__Data for processing__.
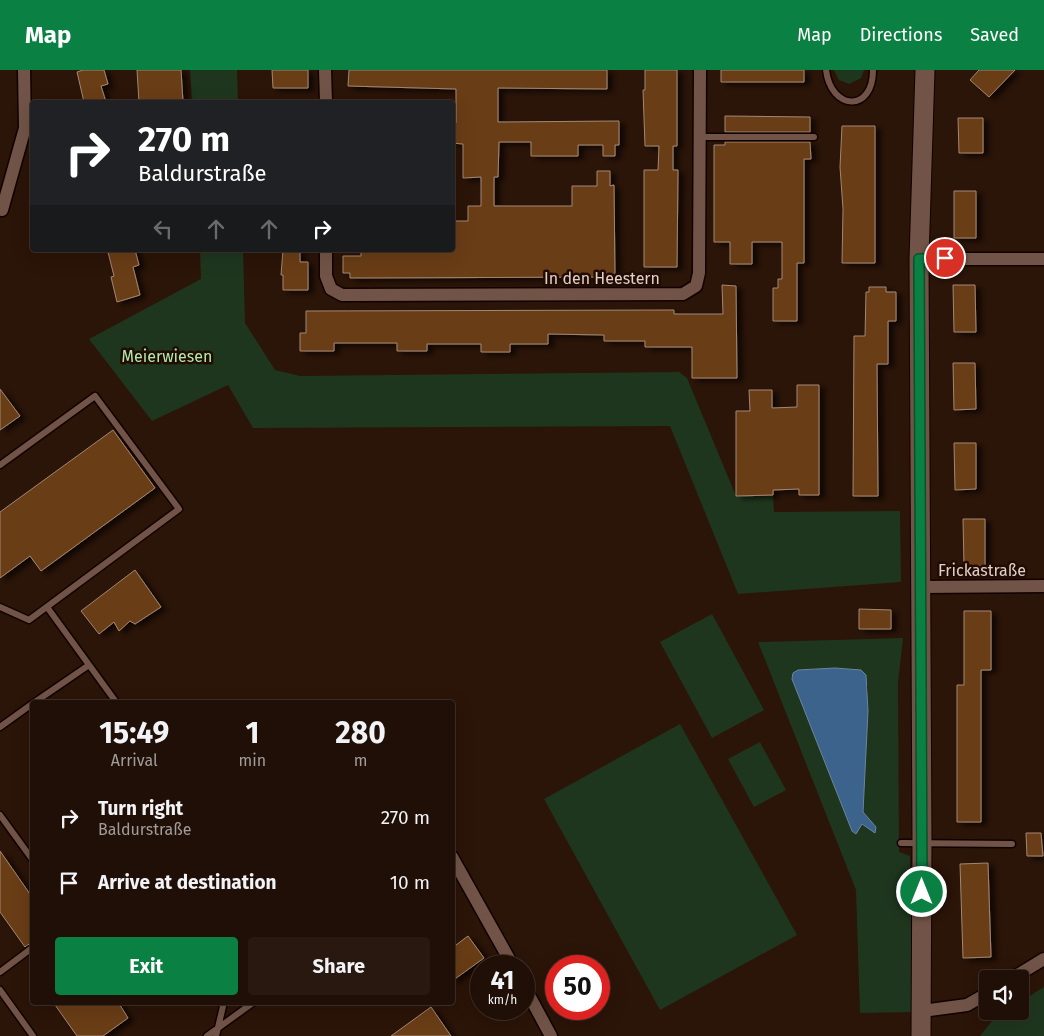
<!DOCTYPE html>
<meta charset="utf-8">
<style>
:root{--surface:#200f06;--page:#281810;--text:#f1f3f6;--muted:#a29c9b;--line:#3d2f28;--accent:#0b8043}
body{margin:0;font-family:"Fira Sans",sans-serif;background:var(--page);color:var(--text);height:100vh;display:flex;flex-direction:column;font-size:19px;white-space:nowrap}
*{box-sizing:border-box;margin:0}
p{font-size:16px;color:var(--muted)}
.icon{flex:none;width:28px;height:28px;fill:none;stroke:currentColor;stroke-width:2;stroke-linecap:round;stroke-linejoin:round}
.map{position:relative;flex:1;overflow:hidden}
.sheet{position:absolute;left:30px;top:630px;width:425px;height:305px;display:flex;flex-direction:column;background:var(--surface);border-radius:5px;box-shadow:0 5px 20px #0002,0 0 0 1px var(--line)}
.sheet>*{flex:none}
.hud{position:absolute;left:30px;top:30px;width:425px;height:152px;border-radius:5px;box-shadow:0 5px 20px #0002,0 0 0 1px var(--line);background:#202124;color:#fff;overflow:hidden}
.controls{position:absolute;left:979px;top:900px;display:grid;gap:10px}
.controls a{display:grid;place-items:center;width:50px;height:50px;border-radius:5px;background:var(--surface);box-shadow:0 5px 20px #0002,0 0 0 1px var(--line);font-size:25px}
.speed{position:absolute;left:470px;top:885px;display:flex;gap:10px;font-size:25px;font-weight:700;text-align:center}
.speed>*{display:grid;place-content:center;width:65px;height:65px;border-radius:50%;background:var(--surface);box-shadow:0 5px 20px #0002,0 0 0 1px var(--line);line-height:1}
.speed small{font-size:12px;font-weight:400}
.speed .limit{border:8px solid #d22;background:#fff;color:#111}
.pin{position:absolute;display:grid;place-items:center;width:42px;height:42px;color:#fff;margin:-21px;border:2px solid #fff;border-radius:50%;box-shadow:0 1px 5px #0007}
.me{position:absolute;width:55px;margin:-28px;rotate:0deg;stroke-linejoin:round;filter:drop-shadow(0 0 4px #0008)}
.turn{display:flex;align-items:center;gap:18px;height:105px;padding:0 25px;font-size:22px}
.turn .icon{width:65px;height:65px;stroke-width:2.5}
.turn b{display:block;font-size:35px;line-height:42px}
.lanes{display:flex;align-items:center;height:48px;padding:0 25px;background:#0003;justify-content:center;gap:25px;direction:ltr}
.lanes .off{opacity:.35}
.eta{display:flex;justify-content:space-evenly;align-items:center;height:85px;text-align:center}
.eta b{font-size:30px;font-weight:700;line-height:35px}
.primary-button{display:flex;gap:10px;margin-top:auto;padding:10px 25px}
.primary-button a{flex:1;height:58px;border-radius:5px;background:var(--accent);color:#fff;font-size:20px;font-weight:700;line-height:58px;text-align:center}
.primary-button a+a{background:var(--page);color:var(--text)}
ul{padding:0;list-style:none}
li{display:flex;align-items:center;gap:15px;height:65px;padding:0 25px}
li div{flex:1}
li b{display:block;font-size:19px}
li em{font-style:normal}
header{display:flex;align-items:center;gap:30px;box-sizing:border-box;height:70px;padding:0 25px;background:var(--accent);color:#fff}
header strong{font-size:24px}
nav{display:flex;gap:28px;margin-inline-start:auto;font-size:18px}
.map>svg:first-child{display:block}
.green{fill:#1f361e;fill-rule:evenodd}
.water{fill:#3b638c;stroke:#6d849e}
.building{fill:#693d17;stroke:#a28773;filter:url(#shadow)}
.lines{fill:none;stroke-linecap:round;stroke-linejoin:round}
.service-casing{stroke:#120200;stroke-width:9}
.minor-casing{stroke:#120200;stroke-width:15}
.secondary-casing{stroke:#120200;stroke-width:21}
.service{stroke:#715447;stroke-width:6}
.minor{stroke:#715447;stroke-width:12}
.secondary{stroke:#715447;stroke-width:19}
.route-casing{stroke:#07532c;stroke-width:12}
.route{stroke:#0b8043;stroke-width:9}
.labels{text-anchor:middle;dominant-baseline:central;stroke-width:5;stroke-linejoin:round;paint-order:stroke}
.street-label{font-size:16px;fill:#e1d0c9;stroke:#210b02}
.park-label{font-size:16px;fill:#aeecaa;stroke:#210b02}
</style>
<header>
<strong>Map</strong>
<nav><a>Map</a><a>Directions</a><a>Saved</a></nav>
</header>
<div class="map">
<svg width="1044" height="966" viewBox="0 0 1044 966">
<defs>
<filter id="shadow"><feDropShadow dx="5.5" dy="3" stdDeviation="2.5" flood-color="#0009"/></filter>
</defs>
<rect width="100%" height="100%" fill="#2b1408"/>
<path class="green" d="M190,0H237L238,32H192Z
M834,0H864L861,8L849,14L839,10Z
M200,180H243L245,253L275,300L300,306L679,302L687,308L736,426L773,425L774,442L900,441L901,512L738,524L670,356L253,358L228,315L152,351L89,269L201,209Z
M712,544L764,640L712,668L660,572Z
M903,568L898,613L899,782L910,786L912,942L860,943L856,820L758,572ZM835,598L861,600L868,617L863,742L876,757L875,762L862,754L798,600Z
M680,654L797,865L660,940L544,729Z
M760,672L786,720L754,737L728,689Z
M1044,917V966H980C994,949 996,941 1020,941V932Z"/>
<path class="water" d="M835,598L861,600L866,605L868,641L863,742L876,757L875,763L862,754L856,764L852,761L792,609L793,603L798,600Z"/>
<path class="building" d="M83,0H104L108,14L101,16L106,32H84L77,2Z
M137,0H181L183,32H139Z
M272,0H308V18H273Z
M349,0H607V19L498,18V52L619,51V75H615V86H603V75H578V86H531V72H499L498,107H494V136H572V116H597V101H610V116L614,115L615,207L350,208V203H343V186H361V180H452V151H468V136H481V107L463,108V74L452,73V53H456V19L348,16Z
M645,0H677V76H673V100H678L677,197H644V100H658L659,76H645L643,20H645Z
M721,0H804V12H721Z
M979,0H1015L989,27L970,10Z
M725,46L810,47V62H725Z
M958,48H983V83H959Z
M842,56H875V193H842L843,139L840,97Z
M725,72H810L811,89H804V193H797V251H773V218H778V209H782V172H752V194H730V172H714V75H725Z
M954,121H976V168H954Z
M115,180H135L139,195L133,197L140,225L117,232L111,207L114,206L108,182Z
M283,180H300V192H308V220H283V205H281Z
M722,215L736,216L737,308H692V277H645V271H604V265L548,264V274H510V282H481V274H427V281H397V273H334V281H300V263H306V241L674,240V244H723Z
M953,215H975L976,262H954Z
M869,217H886V222H896V251H888V294H877L878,426H853L854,266H865L866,222H869Z
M953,293H975L976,339L954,340Z
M797,315H819V425H799V419L773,420V425L736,426V341H750L749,320H772V338L797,337Z
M0,319L20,346L0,360Z
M113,360L155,418L41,501L30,486L0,508V442Z
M954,373H976V419L955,420Z
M963,449H985V496H964Z
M135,500L161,537L135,554L130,551L119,561L114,552L99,564L81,541Z
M859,539L891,540V559H859Z
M964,541H991V600H981V752H957V615H964Z
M1026,763H1041L1043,786H1027Z
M0,781L32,827V872L25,877L0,842Z
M988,793L991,887L963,888L960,794Z
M468,866L484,888L452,911V878Z
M53,932H118L128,948L103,966H77Z
M431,937L451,966H391Z"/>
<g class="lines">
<defs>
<path id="service" d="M826,0C831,41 873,43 873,0
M700,67H814
M0,395L95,326L179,439L29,550L0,537
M47,537L116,632
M35,632L89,595
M0,657L32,634
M0,745L32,789
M901,773L1012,774
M0,902L32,878
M0,920L33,966
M207,966L254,932
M216,966L224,932"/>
<path id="minor" d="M325,0L326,32
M2,140L25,58L24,0
M326,180V206L331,219L342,225L683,224L696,216L699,203L700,0
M919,189H1044
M920,517L1044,516
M452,787L513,896
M1011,909L1044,889
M524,916L551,966
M922,941L967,935L988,923"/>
<path id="secondary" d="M921,966L922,773L919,189L925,0"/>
</defs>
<use href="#service" class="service-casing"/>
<use href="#minor" class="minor-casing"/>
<use href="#secondary" class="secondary-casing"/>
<use href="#service" class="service"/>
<use href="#minor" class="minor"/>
<use href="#secondary" class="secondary"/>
</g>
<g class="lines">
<defs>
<path id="route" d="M922,822L919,189L945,188"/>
</defs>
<use href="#route" class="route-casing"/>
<use href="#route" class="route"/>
</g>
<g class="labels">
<g class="street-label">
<text x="602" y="208">In den Heestern</text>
<text x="982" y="500">Frickastraße</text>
</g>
<g class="park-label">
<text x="167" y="286">Meierwiesen</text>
</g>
</g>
</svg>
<div class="controls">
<a><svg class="icon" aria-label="sound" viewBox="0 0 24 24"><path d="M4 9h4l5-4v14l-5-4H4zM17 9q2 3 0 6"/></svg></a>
</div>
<div class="speed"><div>41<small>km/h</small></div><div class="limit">50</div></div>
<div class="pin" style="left:945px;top:188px;background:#d93025"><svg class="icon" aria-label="arrive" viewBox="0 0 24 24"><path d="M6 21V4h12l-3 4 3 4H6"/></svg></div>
<svg class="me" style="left:922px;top:822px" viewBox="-20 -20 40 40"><circle r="17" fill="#0b8043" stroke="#fff" stroke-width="3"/><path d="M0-11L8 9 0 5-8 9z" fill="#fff"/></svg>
<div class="hud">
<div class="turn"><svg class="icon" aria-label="right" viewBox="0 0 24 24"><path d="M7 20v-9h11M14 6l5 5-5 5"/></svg><div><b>270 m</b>Baldurstraße</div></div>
<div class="lanes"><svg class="icon off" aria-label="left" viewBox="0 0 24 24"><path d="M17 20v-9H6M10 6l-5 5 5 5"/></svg><svg class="icon off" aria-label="ahead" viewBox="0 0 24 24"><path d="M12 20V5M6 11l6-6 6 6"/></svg><svg class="icon off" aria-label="ahead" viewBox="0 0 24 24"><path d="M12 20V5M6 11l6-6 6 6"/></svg><svg class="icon" aria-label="right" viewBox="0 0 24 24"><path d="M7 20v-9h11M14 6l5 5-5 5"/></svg></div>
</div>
<section class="sheet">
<div class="eta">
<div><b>15:49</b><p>Arrival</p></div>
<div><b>1</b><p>min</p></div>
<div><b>280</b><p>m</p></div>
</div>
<ul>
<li><svg class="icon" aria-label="right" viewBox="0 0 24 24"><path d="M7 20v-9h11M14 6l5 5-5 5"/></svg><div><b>Turn right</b><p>Baldurstraße</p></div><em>270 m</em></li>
<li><svg class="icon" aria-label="arrive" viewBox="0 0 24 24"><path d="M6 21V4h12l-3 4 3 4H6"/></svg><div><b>Arrive at destination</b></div><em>10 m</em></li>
</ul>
<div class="primary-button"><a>Exit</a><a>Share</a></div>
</section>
</div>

__Try it__.
Scan the entries above for the string "speed" and copy each line that contains it.

__Task response__.
.speed{position:absolute;left:470px;top:885px;display:flex;gap:10px;font-size:25px;font-weight:700;text-align:center}
.speed>*{display:grid;place-content:center;width:65px;height:65px;border-radius:50%;background:var(--surface);box-shadow:0 5px 20px #0002,0 0 0 1px var(--line);line-height:1}
.speed small{font-size:12px;font-weight:400}
.speed .limit{border:8px solid #d22;background:#fff;color:#111}
<div class="speed"><div>41<small>km/h</small></div><div class="limit">50</div></div>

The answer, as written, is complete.